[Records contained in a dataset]
---

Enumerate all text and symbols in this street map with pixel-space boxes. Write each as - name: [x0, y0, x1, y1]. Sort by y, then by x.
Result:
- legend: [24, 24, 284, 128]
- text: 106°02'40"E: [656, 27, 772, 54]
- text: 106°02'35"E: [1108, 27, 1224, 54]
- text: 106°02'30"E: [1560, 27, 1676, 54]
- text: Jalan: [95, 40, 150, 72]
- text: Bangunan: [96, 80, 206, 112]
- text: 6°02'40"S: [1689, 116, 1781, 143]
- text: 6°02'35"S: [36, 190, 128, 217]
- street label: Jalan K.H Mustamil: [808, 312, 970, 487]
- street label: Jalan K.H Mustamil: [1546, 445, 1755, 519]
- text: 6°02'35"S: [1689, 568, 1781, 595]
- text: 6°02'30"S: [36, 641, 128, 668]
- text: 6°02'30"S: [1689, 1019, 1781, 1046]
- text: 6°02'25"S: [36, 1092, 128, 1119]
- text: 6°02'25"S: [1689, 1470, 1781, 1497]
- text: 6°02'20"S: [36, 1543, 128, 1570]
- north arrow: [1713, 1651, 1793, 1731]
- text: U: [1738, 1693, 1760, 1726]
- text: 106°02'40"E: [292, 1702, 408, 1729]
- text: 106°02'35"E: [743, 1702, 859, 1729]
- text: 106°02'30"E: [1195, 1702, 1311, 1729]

---

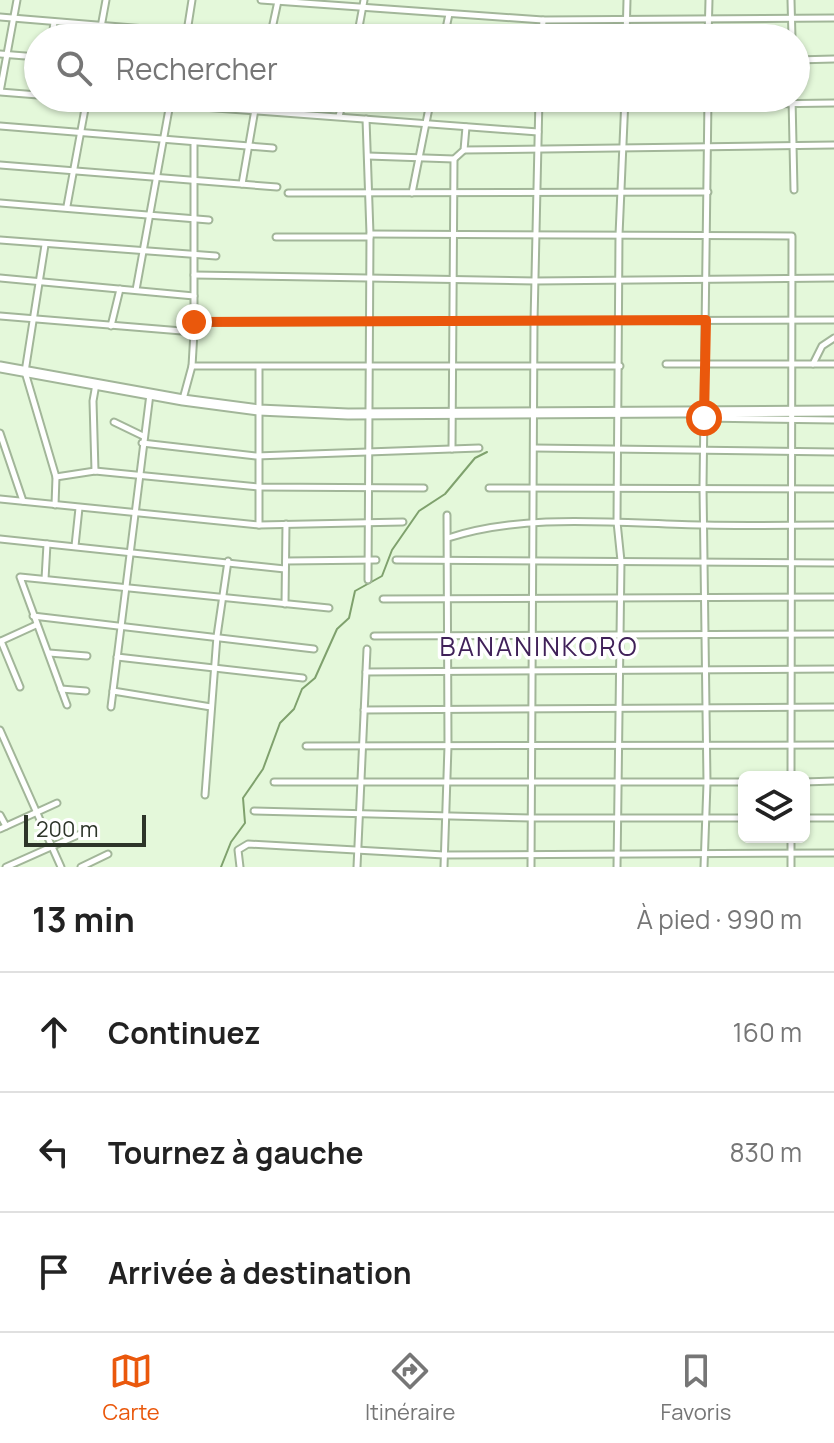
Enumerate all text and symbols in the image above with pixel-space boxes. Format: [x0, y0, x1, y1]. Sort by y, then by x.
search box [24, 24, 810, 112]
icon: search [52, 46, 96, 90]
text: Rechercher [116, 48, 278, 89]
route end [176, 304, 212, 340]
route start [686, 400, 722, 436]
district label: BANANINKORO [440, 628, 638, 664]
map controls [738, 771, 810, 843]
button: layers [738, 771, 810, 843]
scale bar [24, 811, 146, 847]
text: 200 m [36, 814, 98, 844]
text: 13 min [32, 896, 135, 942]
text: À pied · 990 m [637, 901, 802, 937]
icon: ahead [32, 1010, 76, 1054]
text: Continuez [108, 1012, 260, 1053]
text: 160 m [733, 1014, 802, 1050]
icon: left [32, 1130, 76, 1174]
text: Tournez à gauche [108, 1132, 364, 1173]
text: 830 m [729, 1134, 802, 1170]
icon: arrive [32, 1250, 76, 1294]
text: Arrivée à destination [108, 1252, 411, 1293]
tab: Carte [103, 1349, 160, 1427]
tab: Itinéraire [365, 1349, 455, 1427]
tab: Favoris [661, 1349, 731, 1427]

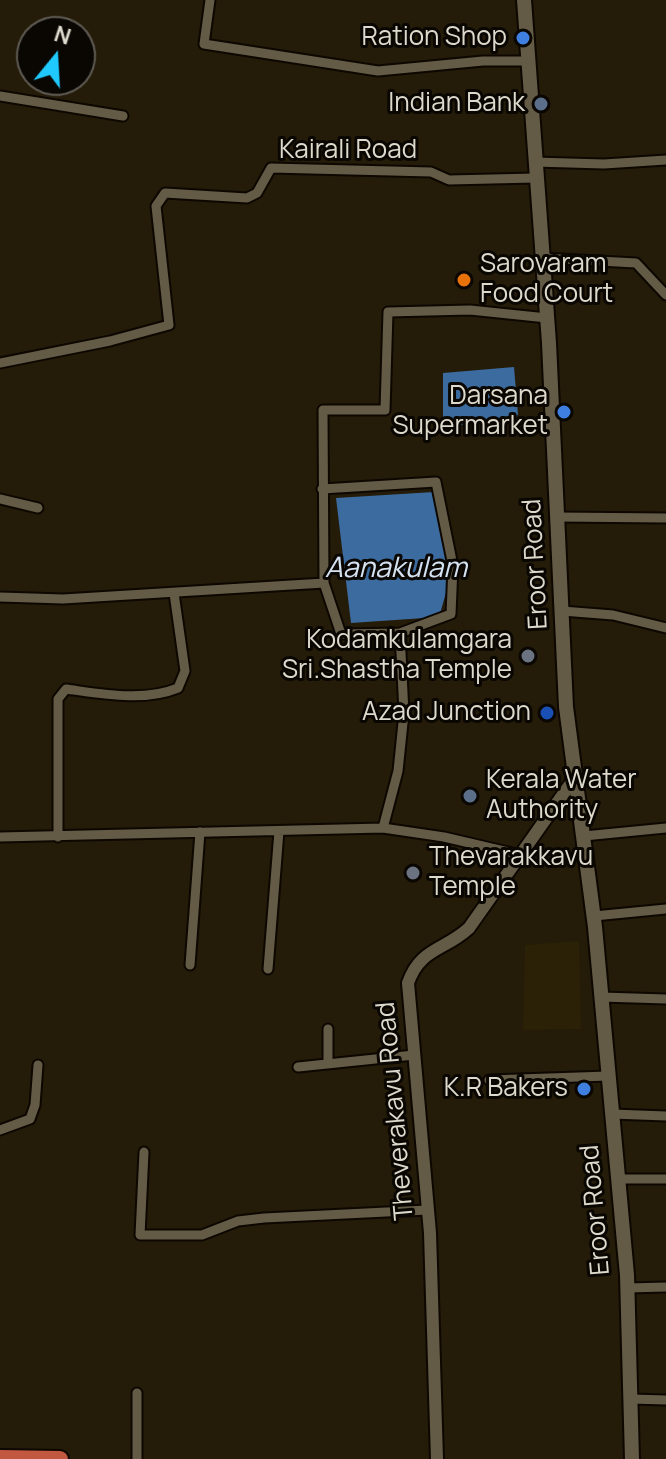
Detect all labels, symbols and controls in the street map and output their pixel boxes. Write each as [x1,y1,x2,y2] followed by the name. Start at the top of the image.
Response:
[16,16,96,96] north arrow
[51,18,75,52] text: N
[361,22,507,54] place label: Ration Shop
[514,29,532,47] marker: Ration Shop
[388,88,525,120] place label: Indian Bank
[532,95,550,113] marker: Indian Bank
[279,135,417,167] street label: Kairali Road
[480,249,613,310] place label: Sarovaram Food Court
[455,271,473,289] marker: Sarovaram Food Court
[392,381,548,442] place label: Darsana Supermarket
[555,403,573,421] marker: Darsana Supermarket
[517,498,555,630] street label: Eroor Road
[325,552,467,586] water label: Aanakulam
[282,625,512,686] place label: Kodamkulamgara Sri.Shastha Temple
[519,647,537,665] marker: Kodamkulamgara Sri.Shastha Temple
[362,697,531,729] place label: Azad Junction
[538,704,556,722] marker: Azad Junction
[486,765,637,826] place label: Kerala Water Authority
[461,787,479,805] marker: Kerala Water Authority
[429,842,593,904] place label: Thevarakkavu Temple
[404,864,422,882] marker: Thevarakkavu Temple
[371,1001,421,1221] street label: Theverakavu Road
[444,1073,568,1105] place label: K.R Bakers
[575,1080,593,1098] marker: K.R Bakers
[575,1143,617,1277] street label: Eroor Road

---

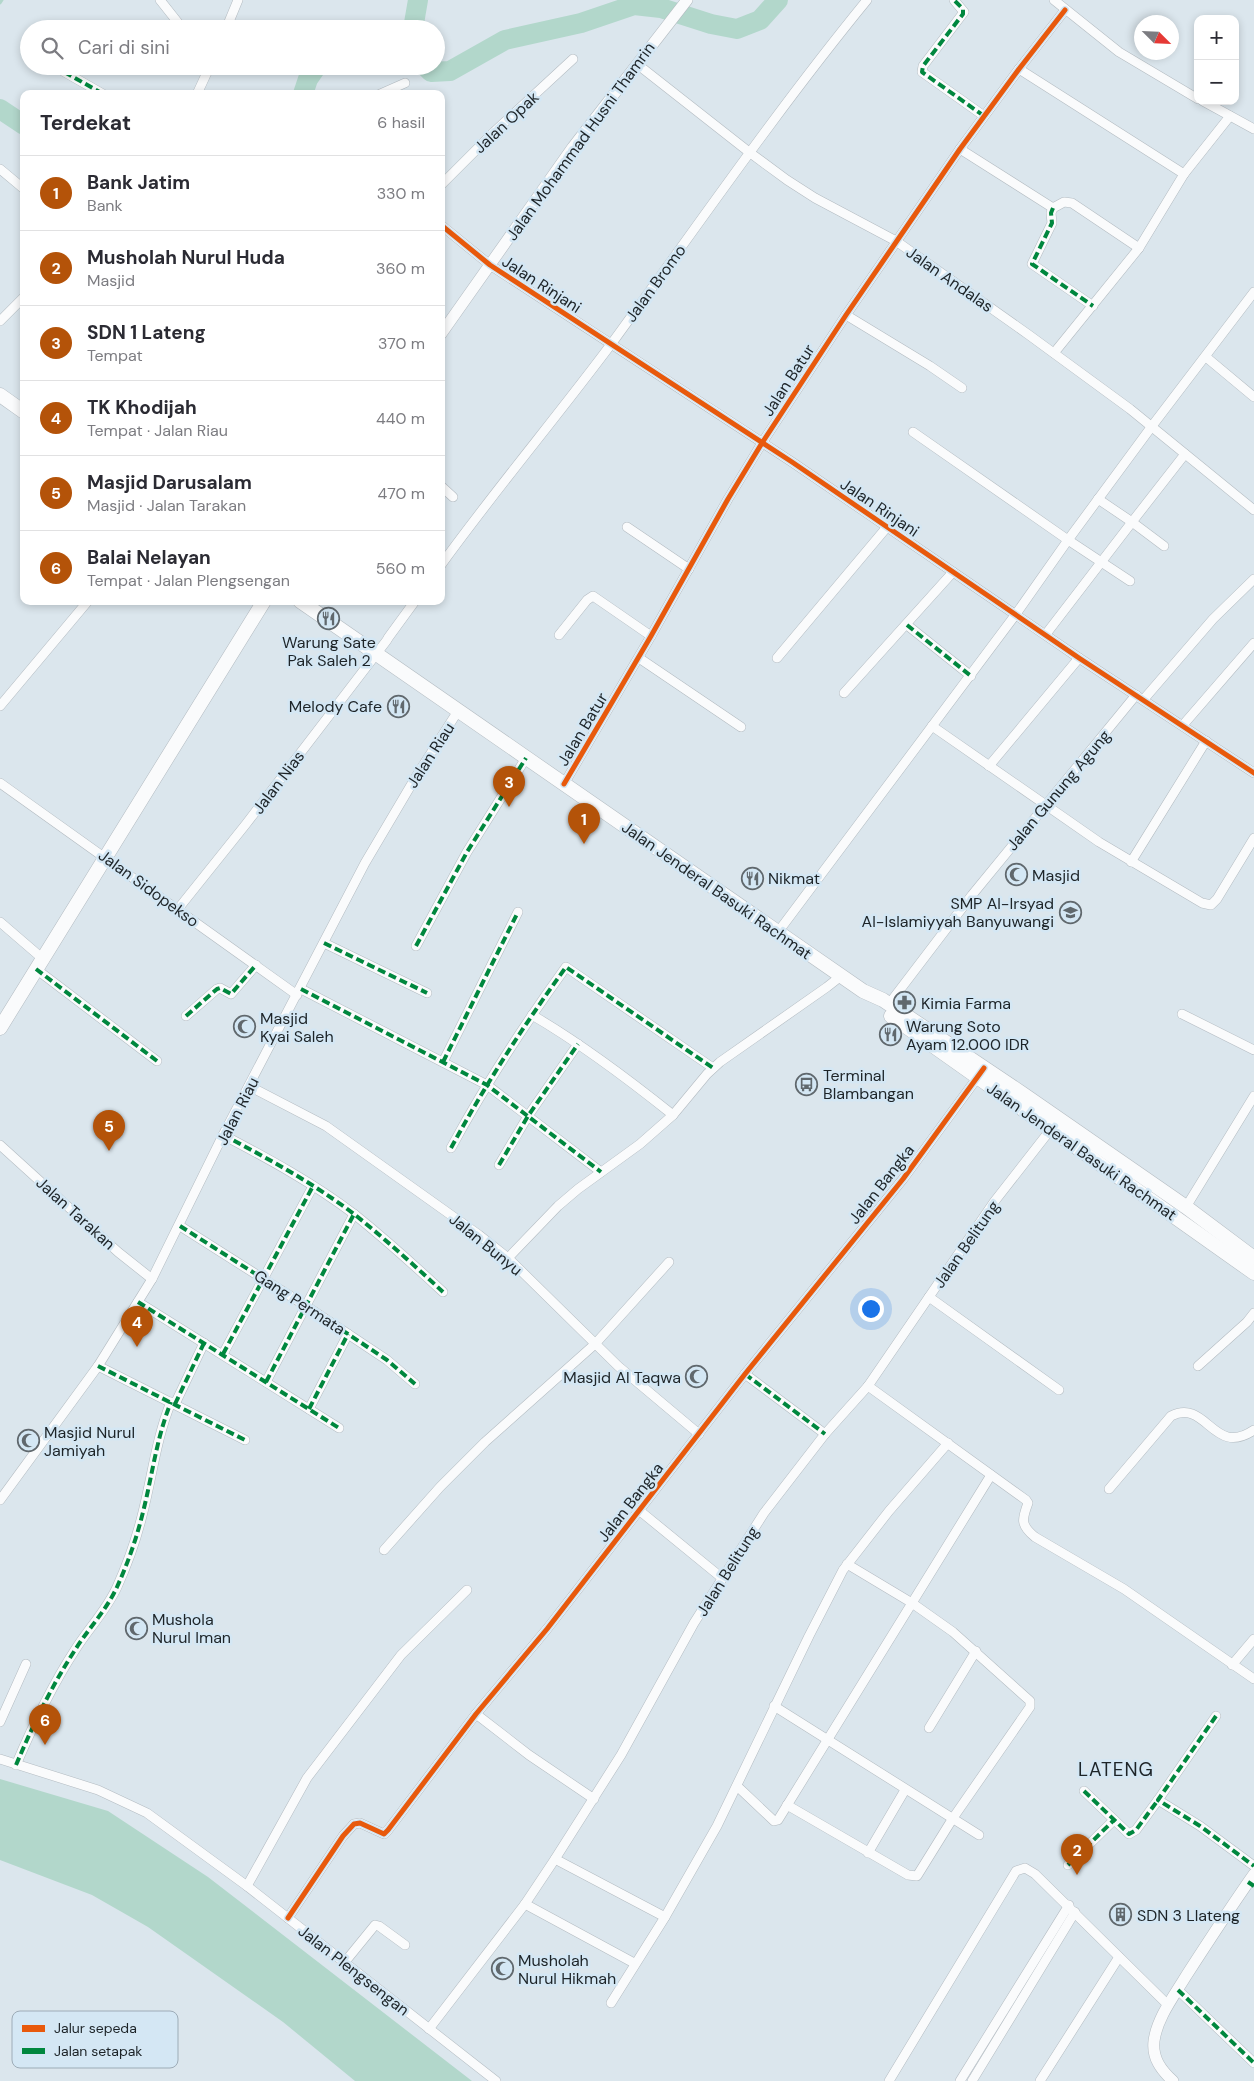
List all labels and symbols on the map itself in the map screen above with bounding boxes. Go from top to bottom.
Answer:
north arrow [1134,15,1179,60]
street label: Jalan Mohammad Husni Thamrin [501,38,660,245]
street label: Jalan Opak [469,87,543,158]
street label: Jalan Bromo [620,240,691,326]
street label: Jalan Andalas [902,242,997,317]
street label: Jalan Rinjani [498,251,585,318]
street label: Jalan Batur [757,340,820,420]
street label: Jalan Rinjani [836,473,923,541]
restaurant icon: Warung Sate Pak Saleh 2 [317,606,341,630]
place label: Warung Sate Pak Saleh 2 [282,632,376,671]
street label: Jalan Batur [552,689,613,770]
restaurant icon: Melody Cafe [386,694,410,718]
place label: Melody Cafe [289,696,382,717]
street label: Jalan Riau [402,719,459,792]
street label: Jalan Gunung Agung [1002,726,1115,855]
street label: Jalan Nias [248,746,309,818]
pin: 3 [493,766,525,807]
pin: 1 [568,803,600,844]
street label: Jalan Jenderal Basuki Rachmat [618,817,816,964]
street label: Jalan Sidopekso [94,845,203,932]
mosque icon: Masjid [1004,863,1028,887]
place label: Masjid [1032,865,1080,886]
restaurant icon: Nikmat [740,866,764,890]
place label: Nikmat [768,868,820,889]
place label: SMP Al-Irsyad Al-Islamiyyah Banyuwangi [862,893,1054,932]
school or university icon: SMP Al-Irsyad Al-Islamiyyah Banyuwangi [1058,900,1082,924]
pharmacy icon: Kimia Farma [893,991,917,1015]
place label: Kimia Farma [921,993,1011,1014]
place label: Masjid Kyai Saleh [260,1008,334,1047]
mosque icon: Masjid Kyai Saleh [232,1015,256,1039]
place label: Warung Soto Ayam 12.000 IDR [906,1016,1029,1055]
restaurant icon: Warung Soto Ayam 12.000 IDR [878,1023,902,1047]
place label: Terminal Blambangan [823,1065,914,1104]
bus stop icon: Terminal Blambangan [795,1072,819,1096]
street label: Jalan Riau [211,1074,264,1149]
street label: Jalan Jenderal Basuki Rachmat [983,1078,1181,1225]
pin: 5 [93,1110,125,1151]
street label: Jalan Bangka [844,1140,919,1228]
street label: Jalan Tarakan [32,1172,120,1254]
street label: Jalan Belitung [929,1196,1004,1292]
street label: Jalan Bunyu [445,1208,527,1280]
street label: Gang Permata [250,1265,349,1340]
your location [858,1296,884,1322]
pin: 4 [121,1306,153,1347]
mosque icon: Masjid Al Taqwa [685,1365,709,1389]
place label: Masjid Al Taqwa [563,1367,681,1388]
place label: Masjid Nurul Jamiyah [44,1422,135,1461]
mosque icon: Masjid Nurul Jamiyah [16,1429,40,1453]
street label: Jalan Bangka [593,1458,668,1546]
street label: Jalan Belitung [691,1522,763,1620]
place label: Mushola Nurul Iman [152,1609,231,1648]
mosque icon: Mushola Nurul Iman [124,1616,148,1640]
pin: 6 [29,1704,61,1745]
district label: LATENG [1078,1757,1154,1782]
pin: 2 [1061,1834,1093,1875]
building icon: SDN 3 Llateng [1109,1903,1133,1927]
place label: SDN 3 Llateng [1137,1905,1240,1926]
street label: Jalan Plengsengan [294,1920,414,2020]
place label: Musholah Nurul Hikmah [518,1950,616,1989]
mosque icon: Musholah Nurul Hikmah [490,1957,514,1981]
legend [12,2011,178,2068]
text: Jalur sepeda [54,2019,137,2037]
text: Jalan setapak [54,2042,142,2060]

---

(TRY IT)
Your task is to copy each line of the data above that holds "Write".

(RESULT FOR THIS TASK)
Enumerate all text and symbols in this street map with pixel-space boxes. Write each as - name: [x0, y0, x1, y1]. Sort by y, then by x.
Detect all labels, symbols and controls in the street map and output their pixel boxes. Write each as [x1,y1,x2,y2] followed by the name. Start at the top of the image.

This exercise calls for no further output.